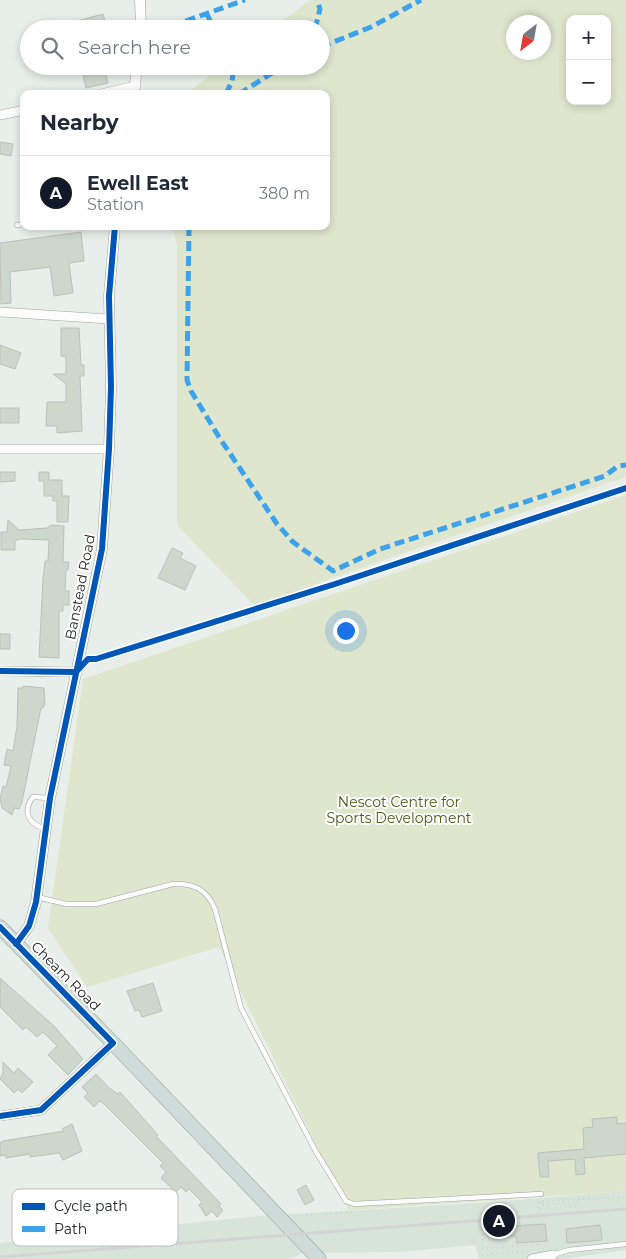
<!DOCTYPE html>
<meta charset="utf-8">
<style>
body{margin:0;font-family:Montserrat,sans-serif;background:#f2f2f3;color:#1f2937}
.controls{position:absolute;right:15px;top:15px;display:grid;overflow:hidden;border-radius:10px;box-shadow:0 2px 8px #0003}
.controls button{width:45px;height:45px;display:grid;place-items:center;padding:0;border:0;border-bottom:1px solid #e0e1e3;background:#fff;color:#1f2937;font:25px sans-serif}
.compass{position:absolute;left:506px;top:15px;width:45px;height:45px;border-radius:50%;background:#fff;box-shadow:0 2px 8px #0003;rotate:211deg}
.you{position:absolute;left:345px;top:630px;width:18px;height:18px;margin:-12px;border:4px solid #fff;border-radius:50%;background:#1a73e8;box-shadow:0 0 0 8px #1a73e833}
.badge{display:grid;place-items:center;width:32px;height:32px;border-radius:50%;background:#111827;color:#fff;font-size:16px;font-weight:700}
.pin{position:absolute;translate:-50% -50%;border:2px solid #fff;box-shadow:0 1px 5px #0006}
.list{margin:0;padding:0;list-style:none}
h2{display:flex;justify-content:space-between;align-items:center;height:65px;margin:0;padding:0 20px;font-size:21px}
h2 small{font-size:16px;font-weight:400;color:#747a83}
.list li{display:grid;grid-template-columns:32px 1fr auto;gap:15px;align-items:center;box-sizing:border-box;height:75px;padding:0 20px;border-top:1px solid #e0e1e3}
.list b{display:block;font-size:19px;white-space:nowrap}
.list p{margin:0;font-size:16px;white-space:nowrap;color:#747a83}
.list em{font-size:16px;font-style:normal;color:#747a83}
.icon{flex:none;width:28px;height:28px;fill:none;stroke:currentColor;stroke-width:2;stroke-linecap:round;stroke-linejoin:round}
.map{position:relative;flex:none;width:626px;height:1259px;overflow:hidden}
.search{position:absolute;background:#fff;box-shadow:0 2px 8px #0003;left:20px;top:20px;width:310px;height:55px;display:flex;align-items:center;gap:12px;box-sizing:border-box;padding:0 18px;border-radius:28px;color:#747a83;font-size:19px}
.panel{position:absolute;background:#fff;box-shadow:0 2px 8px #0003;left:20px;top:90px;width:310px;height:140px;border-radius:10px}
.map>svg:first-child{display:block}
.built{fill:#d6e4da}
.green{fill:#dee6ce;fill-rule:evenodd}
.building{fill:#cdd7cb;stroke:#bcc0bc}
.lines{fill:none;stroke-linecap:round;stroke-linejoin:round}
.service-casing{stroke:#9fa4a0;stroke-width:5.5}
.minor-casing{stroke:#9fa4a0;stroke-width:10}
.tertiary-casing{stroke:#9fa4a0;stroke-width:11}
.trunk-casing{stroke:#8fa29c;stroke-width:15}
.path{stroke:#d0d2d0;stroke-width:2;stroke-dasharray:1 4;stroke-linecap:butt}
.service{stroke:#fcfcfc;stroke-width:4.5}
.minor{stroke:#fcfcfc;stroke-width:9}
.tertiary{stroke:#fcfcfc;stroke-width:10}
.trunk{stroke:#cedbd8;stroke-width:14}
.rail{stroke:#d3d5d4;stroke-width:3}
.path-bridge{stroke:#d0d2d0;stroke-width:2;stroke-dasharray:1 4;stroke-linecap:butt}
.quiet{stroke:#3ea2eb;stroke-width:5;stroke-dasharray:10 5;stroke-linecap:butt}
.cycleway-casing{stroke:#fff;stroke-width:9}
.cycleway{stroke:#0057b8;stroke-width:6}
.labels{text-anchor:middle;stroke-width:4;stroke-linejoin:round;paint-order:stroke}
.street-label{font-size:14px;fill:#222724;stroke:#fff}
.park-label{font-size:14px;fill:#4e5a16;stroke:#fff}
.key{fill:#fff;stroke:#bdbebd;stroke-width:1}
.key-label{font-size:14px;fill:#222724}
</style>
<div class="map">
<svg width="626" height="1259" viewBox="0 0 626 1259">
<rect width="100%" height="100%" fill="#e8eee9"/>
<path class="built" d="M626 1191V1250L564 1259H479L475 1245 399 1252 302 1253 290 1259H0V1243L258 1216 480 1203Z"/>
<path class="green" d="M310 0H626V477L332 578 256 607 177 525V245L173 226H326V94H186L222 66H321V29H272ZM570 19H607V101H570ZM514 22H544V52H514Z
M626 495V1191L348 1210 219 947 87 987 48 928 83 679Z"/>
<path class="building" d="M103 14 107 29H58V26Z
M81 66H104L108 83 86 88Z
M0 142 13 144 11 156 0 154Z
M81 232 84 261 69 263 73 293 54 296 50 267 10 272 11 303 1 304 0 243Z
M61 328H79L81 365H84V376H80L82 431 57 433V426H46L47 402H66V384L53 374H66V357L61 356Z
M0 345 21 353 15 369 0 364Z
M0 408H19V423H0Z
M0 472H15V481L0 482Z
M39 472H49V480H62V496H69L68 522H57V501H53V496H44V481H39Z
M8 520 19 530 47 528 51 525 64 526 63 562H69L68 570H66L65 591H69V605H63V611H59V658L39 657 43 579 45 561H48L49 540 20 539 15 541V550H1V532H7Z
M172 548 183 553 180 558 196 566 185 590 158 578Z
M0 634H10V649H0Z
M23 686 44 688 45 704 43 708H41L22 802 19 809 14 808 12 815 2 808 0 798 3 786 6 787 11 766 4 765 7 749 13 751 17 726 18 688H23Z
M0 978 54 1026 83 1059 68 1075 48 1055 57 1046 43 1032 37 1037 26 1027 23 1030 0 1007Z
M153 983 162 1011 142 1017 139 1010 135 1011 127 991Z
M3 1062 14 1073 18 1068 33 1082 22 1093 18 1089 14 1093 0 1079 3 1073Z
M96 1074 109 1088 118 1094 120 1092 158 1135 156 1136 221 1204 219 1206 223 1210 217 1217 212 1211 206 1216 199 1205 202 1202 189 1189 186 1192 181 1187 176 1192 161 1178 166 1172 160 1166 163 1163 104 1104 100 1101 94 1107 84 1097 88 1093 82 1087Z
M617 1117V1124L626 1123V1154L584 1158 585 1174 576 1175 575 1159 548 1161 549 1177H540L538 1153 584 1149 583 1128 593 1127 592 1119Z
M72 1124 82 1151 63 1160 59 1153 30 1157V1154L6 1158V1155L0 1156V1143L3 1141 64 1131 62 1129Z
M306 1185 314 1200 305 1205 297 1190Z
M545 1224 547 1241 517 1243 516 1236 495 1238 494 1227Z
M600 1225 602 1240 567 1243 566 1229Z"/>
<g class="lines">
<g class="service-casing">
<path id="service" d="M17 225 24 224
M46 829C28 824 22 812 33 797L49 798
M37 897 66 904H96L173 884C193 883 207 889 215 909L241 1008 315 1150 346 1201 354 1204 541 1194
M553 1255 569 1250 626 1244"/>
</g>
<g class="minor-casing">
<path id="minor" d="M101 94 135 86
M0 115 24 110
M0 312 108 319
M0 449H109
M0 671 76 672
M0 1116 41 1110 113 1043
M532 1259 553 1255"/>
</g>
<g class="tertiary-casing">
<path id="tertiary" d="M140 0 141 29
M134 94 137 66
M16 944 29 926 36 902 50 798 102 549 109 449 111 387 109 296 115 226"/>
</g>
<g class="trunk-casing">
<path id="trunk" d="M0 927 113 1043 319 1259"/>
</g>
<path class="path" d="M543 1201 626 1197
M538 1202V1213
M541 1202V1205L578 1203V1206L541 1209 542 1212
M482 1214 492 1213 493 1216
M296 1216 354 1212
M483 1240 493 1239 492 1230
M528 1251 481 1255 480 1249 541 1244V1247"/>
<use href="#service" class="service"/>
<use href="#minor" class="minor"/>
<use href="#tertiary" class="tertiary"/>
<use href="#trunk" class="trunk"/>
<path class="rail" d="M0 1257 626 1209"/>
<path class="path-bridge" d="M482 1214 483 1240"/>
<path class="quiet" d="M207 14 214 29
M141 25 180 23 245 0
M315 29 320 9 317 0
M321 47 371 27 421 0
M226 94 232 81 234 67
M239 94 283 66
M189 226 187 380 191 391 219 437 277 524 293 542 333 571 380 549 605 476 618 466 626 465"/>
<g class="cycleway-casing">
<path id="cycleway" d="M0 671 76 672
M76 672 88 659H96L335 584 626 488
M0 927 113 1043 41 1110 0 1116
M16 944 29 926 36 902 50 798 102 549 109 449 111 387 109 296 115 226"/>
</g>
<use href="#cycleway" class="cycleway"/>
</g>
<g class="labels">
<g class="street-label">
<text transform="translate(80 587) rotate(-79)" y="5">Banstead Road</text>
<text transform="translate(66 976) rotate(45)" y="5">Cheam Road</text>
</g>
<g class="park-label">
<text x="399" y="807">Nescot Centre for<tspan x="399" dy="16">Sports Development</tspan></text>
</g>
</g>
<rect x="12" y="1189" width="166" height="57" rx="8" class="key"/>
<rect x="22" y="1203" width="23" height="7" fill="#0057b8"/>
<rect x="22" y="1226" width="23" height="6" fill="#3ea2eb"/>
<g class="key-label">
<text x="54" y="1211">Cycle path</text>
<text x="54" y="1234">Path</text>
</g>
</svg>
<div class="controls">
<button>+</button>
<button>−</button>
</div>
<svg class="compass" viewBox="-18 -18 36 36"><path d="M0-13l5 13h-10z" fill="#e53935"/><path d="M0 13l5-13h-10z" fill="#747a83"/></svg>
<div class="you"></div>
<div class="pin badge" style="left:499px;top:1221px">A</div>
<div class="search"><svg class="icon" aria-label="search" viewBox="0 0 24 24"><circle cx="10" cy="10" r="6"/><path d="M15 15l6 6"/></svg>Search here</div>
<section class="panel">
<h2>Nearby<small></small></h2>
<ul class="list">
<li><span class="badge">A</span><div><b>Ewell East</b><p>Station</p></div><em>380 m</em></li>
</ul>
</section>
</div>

※ ※ ※

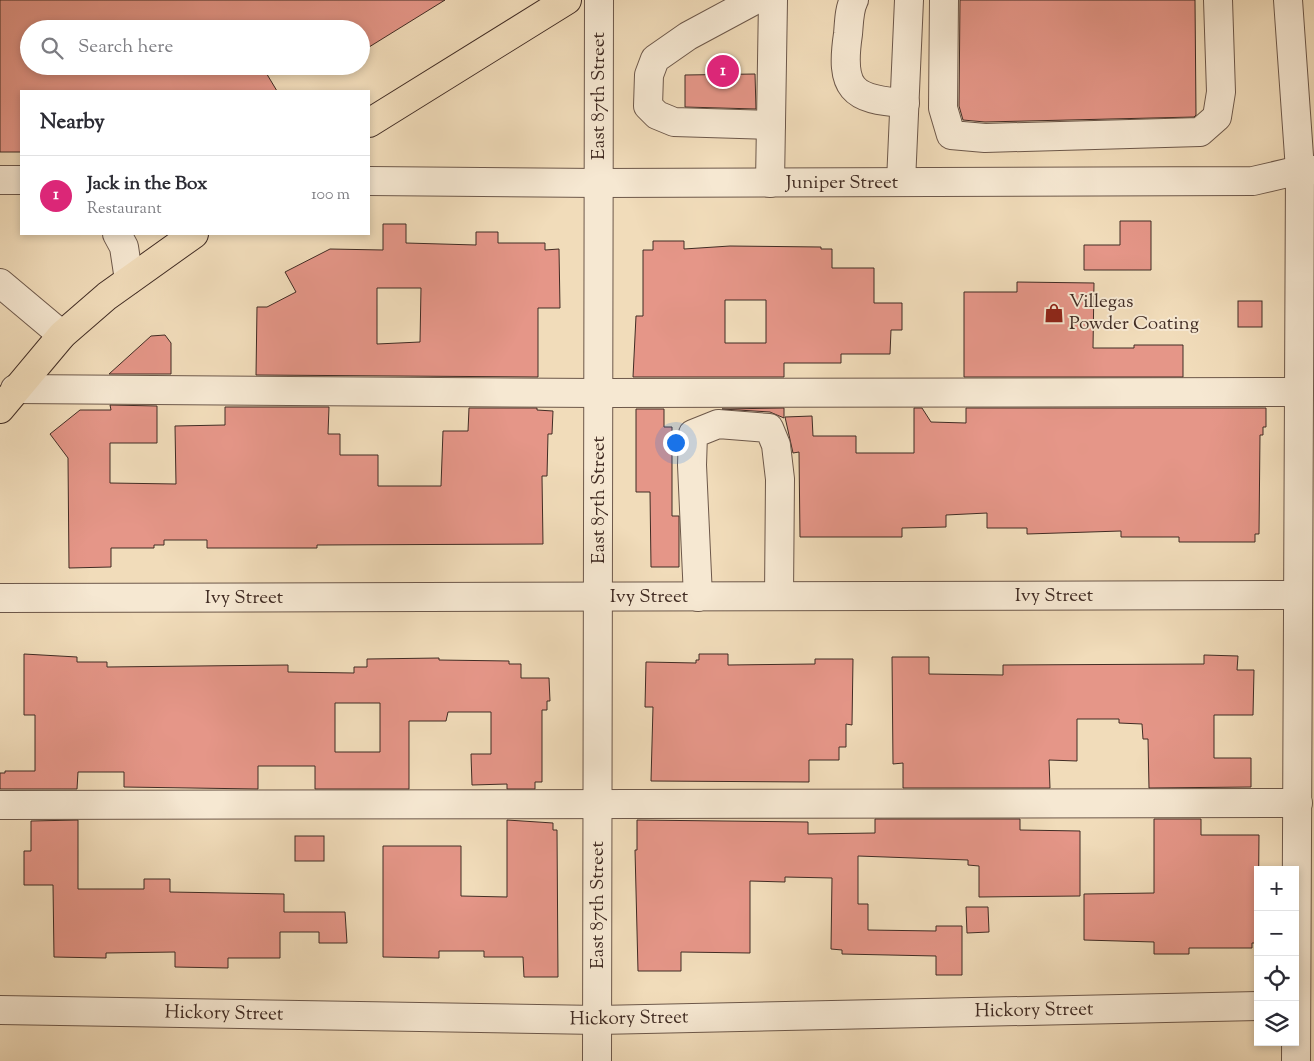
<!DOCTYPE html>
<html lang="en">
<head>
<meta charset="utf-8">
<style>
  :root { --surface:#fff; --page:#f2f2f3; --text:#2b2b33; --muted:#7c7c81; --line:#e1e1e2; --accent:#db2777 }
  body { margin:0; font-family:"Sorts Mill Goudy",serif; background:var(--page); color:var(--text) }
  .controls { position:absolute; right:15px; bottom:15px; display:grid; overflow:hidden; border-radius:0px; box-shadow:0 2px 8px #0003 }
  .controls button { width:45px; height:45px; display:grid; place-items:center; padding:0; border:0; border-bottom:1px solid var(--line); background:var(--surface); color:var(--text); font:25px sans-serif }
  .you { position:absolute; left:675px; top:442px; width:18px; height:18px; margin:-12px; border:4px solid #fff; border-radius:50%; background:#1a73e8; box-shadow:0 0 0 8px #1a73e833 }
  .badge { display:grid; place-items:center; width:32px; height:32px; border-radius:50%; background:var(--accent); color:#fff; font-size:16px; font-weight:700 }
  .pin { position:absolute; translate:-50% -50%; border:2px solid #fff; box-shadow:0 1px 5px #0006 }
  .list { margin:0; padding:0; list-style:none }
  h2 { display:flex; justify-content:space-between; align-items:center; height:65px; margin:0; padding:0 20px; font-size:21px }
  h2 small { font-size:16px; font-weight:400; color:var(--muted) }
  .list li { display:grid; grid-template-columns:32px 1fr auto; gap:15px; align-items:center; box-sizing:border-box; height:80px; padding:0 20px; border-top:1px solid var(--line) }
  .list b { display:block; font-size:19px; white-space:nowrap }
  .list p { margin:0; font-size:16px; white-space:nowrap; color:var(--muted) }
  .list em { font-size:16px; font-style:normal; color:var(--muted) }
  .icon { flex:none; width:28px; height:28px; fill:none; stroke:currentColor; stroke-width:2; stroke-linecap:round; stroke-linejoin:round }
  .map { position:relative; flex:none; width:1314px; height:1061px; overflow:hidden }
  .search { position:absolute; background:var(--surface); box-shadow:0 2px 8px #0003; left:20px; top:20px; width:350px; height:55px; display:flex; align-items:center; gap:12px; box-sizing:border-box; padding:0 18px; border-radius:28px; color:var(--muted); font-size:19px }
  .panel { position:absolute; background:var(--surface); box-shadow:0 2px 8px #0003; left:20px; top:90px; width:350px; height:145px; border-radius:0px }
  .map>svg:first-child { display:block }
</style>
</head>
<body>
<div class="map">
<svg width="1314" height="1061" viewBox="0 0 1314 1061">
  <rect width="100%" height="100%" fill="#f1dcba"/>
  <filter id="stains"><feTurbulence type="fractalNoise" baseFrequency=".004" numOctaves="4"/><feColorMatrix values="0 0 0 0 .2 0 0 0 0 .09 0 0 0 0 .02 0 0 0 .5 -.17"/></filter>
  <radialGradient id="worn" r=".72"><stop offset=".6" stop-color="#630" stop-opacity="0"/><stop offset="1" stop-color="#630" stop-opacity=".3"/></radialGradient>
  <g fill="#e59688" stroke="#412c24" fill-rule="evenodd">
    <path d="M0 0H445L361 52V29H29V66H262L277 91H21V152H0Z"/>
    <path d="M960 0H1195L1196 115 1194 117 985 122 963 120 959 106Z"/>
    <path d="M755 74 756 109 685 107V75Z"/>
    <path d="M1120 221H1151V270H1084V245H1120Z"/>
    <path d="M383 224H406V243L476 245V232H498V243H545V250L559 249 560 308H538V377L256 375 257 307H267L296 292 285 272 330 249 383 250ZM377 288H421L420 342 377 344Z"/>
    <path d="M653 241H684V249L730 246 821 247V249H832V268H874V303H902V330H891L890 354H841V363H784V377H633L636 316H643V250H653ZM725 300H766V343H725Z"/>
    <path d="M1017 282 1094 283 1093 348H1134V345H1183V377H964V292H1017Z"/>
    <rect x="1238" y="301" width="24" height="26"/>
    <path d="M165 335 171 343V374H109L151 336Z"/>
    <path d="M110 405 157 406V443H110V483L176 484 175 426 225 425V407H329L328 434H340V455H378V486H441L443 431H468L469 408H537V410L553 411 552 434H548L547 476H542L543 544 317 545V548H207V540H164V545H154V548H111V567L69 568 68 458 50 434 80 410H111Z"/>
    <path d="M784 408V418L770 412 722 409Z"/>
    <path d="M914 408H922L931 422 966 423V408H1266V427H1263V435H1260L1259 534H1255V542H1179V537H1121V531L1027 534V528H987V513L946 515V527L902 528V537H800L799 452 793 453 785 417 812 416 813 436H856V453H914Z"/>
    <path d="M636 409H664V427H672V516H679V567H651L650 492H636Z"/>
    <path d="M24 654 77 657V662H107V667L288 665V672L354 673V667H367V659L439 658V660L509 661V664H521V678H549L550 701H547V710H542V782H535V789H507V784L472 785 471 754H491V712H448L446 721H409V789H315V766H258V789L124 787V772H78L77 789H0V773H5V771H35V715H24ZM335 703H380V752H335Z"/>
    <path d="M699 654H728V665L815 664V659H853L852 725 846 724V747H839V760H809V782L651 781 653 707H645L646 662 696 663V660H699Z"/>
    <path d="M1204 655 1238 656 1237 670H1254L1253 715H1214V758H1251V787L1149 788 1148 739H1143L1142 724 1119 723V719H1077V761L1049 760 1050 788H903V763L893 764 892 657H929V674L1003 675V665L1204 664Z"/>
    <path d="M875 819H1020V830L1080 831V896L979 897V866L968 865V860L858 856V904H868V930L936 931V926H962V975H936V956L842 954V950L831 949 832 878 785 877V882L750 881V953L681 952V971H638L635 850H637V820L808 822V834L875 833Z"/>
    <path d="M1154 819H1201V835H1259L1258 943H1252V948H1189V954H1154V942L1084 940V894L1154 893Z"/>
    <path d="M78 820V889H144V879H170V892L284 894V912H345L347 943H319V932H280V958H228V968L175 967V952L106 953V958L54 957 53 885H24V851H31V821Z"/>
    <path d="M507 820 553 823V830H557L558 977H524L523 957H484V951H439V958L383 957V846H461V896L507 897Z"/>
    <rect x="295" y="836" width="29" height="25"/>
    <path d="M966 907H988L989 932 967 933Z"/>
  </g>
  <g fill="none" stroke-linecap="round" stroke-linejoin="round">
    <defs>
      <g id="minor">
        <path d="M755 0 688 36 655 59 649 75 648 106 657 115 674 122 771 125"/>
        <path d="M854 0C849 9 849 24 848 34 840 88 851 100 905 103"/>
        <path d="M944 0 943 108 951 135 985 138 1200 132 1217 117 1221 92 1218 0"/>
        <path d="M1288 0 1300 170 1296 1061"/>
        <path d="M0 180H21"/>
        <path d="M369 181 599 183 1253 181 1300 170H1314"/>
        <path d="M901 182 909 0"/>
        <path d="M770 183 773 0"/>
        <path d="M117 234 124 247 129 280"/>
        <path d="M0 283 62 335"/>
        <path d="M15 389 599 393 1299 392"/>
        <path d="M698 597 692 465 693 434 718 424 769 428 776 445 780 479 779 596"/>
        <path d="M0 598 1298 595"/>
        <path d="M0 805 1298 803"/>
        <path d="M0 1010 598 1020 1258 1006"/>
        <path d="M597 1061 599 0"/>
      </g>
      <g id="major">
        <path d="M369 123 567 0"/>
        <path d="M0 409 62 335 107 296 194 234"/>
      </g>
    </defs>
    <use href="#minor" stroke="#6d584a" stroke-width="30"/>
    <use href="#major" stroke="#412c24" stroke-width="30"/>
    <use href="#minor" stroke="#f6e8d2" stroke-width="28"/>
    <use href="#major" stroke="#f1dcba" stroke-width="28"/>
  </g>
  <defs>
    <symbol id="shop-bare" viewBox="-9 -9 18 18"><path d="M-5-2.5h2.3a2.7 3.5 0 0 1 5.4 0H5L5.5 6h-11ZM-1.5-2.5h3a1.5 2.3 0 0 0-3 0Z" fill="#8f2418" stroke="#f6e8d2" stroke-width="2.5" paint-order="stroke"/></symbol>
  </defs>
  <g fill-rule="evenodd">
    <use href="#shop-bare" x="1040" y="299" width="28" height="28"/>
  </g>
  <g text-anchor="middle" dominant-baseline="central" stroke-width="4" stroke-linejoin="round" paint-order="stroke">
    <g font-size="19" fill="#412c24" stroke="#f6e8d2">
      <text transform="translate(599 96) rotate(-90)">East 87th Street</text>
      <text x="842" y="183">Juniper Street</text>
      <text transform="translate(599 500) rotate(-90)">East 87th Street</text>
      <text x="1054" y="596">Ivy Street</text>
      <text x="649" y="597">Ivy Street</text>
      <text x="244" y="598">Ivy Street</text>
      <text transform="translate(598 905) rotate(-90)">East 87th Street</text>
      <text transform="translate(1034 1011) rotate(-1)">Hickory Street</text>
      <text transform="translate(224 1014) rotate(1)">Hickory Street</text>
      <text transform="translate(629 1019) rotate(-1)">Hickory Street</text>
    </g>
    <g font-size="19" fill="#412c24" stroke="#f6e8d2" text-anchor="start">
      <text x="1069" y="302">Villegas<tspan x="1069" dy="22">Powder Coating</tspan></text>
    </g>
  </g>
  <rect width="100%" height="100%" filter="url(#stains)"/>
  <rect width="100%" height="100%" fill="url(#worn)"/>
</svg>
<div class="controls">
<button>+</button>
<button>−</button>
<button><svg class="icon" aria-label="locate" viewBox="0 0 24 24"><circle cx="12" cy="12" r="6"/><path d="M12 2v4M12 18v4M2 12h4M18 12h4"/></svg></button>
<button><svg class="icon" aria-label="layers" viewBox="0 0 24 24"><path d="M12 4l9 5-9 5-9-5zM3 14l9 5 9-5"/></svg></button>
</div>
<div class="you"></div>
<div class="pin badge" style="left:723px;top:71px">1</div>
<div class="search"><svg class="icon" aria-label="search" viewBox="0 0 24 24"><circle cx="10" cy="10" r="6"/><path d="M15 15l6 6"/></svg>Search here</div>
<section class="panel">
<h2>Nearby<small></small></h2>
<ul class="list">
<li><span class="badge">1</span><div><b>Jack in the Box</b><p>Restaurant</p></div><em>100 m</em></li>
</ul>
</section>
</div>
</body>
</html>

※ ※ ※

Exercise requirements:
From the material above, copy every line where the word "worn" is found.

Expected answer:
  <radialGradient id="worn" r=".72"><stop offset=".6" stop-color="#630" stop-opacity="0"/><stop offset="1" stop-color="#630" stop-opacity=".3"/></radialGradient>
  <rect width="100%" height="100%" fill="url(#worn)"/>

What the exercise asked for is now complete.